Ecos dos mareantes
Tudo se transfigurou. Um mundo inteiro vindo no correr das décadas para junto do mar, deixando para trás a humildade de Nossa Senhora das Areias, a vetusta quietude da Pederneira. E o silêncio fez-se completamente ouvir onde já fora a sede desse antigo concelho dos coutos de Alcobaça.
Aí decifrei o mistério do Tempo. E dominei a arte de o dominar, com uma vara aguçada ao seu peito apontada. Na Pederneira, onde lhe impus um retrocesso sobre si mesmo. Até ao tempo dos meus antepassados mareantes, homens das embarcações e do vaivém ao longo da nossa costa, de quando os piratas eram iguais aos das histórias e lhes roubavam as cargas e as vidas.
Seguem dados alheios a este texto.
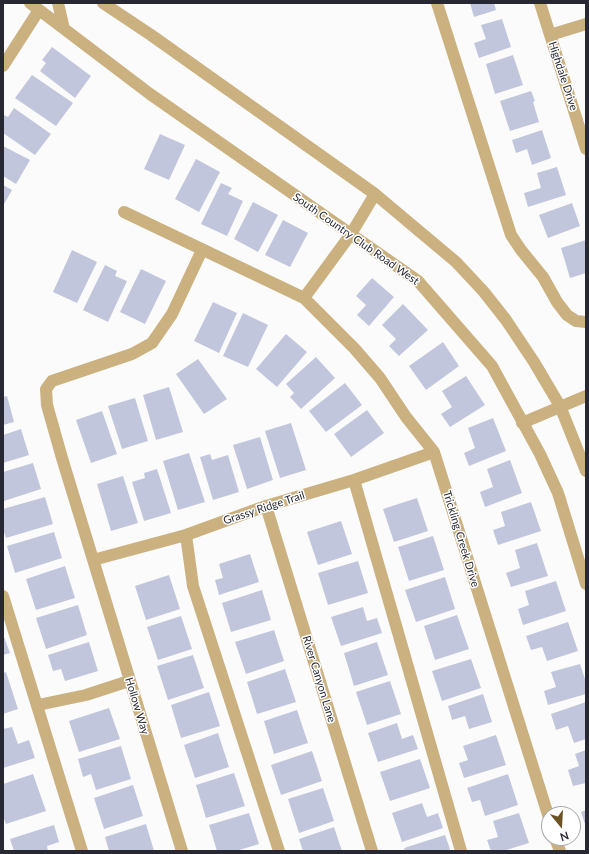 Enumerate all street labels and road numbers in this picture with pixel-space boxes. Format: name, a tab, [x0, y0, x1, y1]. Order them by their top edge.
street label: Highdale Drive	[546, 40, 580, 112]
street label: South Country Club Road West	[290, 190, 422, 288]
street label: Grassy Ridge Trail	[222, 489, 306, 527]
street label: Trickling Creek Drive	[440, 489, 482, 589]
street label: River Canyon Lane	[300, 634, 338, 724]
street label: Hollow Way	[122, 676, 152, 736] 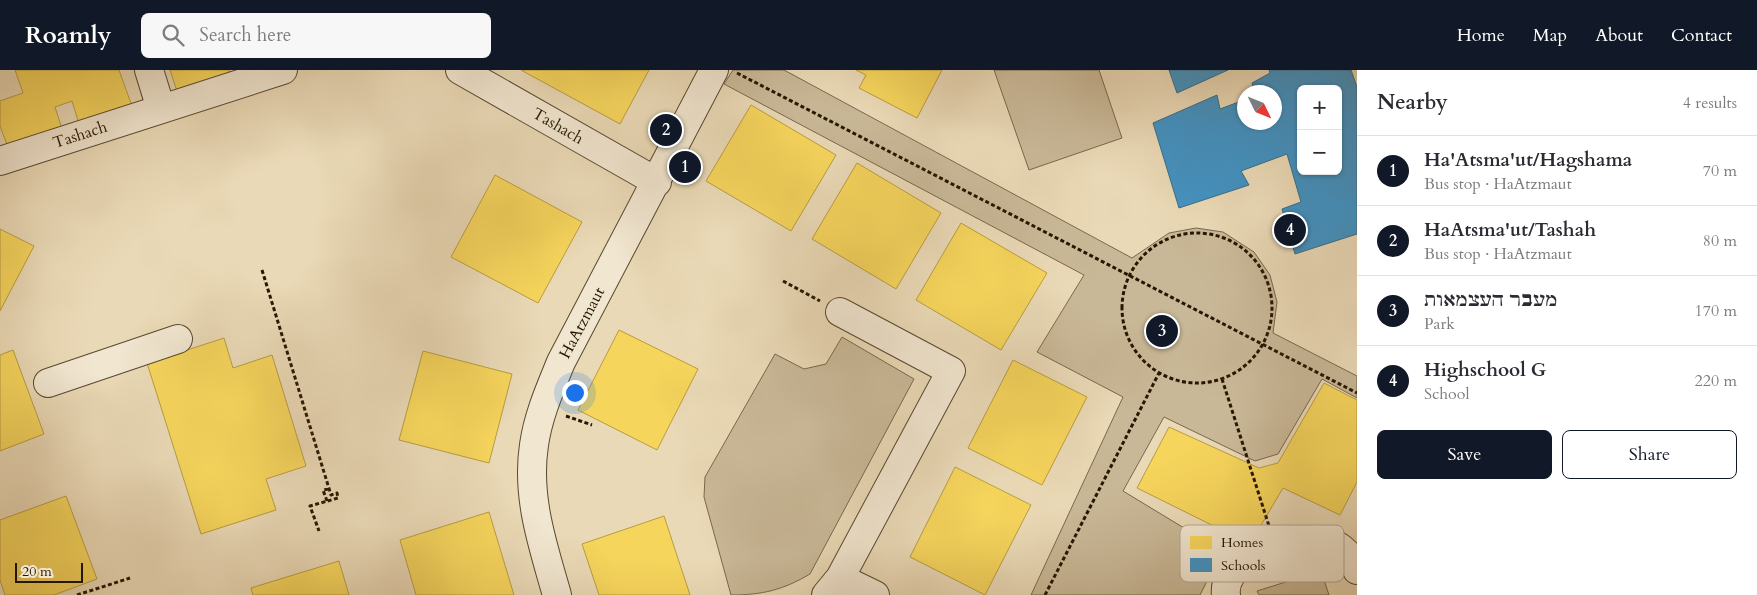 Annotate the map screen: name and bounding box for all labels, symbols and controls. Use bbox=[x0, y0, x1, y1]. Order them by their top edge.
search box bbox=[141, 13, 491, 58]
text: Roamly bbox=[25, 19, 111, 52]
icon: search bbox=[159, 21, 187, 49]
text: Search here bbox=[199, 22, 291, 48]
text: Home bbox=[1457, 23, 1505, 48]
text: Map bbox=[1533, 23, 1567, 48]
text: About bbox=[1595, 23, 1643, 48]
text: Contact bbox=[1671, 23, 1732, 48]
north arrow bbox=[1237, 85, 1282, 130]
map controls bbox=[1297, 85, 1342, 175]
button: + bbox=[1297, 85, 1342, 130]
text: Nearby bbox=[1377, 88, 1448, 117]
text: 4 results bbox=[1683, 92, 1737, 114]
street label: Tashach bbox=[528, 103, 588, 150]
pin: 2 bbox=[650, 111, 682, 149]
street label: Tashach bbox=[50, 116, 110, 154]
button: − bbox=[1297, 130, 1342, 175]
text: Ha'Atsma'ut/Hagshama bbox=[1424, 147, 1632, 173]
pin: 1 bbox=[669, 148, 701, 186]
text: 1 bbox=[1389, 160, 1397, 182]
text: 70 m bbox=[1703, 160, 1737, 182]
text: Bus stop · HaAtzmaut bbox=[1424, 173, 1572, 195]
pin: 4 bbox=[1274, 211, 1306, 249]
text: HaAtsma'ut/Tashah bbox=[1424, 217, 1596, 243]
text: 2 bbox=[1389, 230, 1397, 252]
text: 80 m bbox=[1703, 230, 1737, 252]
text: Bus stop · HaAtzmaut bbox=[1424, 243, 1572, 265]
street label: HaAtzmaut bbox=[554, 283, 610, 363]
text: מעבר העצמאות bbox=[1424, 287, 1557, 313]
text: 3 bbox=[1389, 300, 1397, 322]
text: 170 m bbox=[1695, 300, 1737, 322]
pin: 3 bbox=[1146, 312, 1178, 350]
text: Park bbox=[1424, 313, 1455, 335]
text: Highschool G bbox=[1424, 357, 1546, 383]
text: 4 bbox=[1389, 370, 1397, 392]
text: 220 m bbox=[1695, 370, 1737, 392]
your location bbox=[562, 380, 588, 406]
text: School bbox=[1424, 383, 1469, 405]
button: Save bbox=[1377, 430, 1552, 479]
button: Share bbox=[1562, 430, 1737, 479]
legend bbox=[1180, 525, 1344, 582]
text: Homes bbox=[1221, 533, 1263, 552]
text: Schools bbox=[1221, 556, 1266, 575]
scale bar bbox=[15, 560, 82, 583]
text: 20 m bbox=[22, 562, 52, 581] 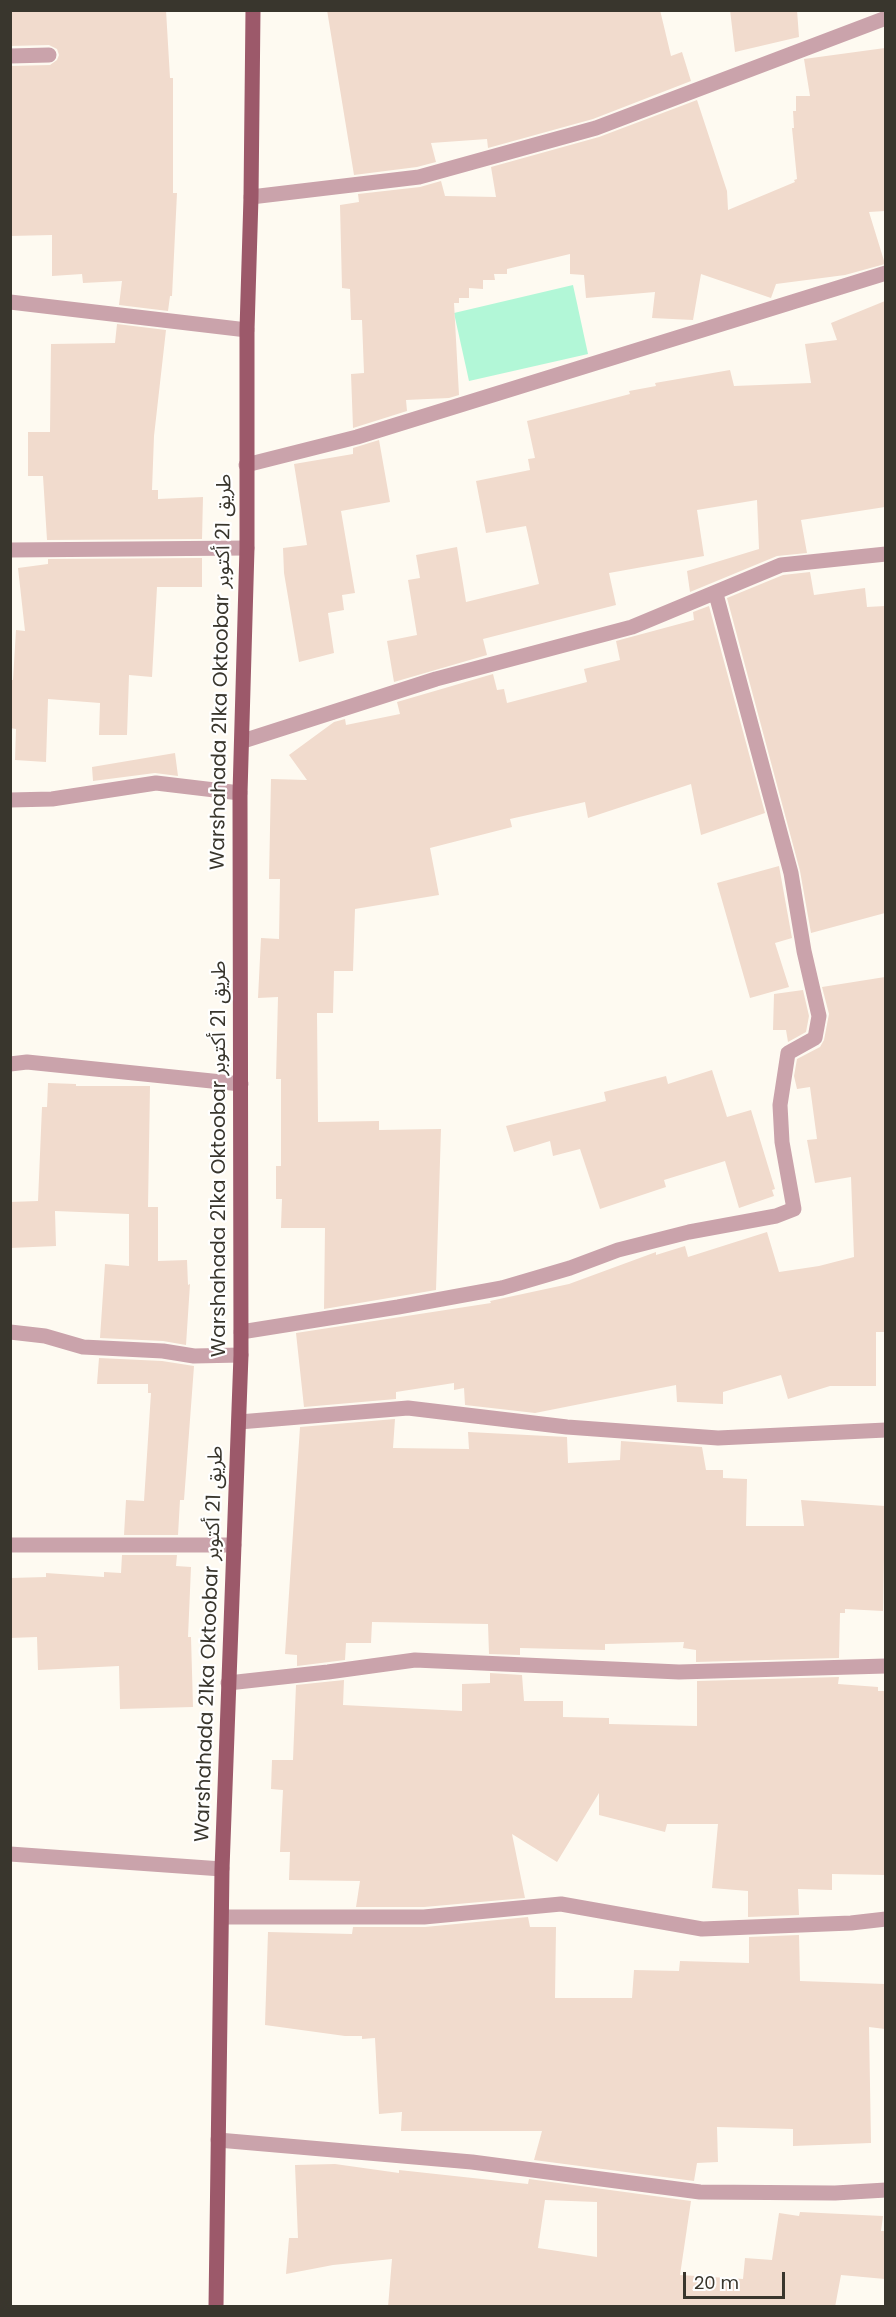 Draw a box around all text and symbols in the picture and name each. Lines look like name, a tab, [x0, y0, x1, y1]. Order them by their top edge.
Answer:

Quantos baptismos, quantos casamentos, quantos óbitos, quanto riso, quanto choro, quanto gozo, quanto sofrimento, de que a igreja paroquial de Nossa Senhora das Areias foi testemunha, não circulam hoje ainda no meu sangue?
Viajando através das gerações até encontrar o Minho, o extremo desse percurso que aprendi a fazer em sentido oposto. Contra o vento, contra o Tempo. Alcançando a Pederneira, a sua imobilidade, a imobilidade do sol e das sombras.
Insondáveis segredos do acaso ou do Destino! Porque Deus quis.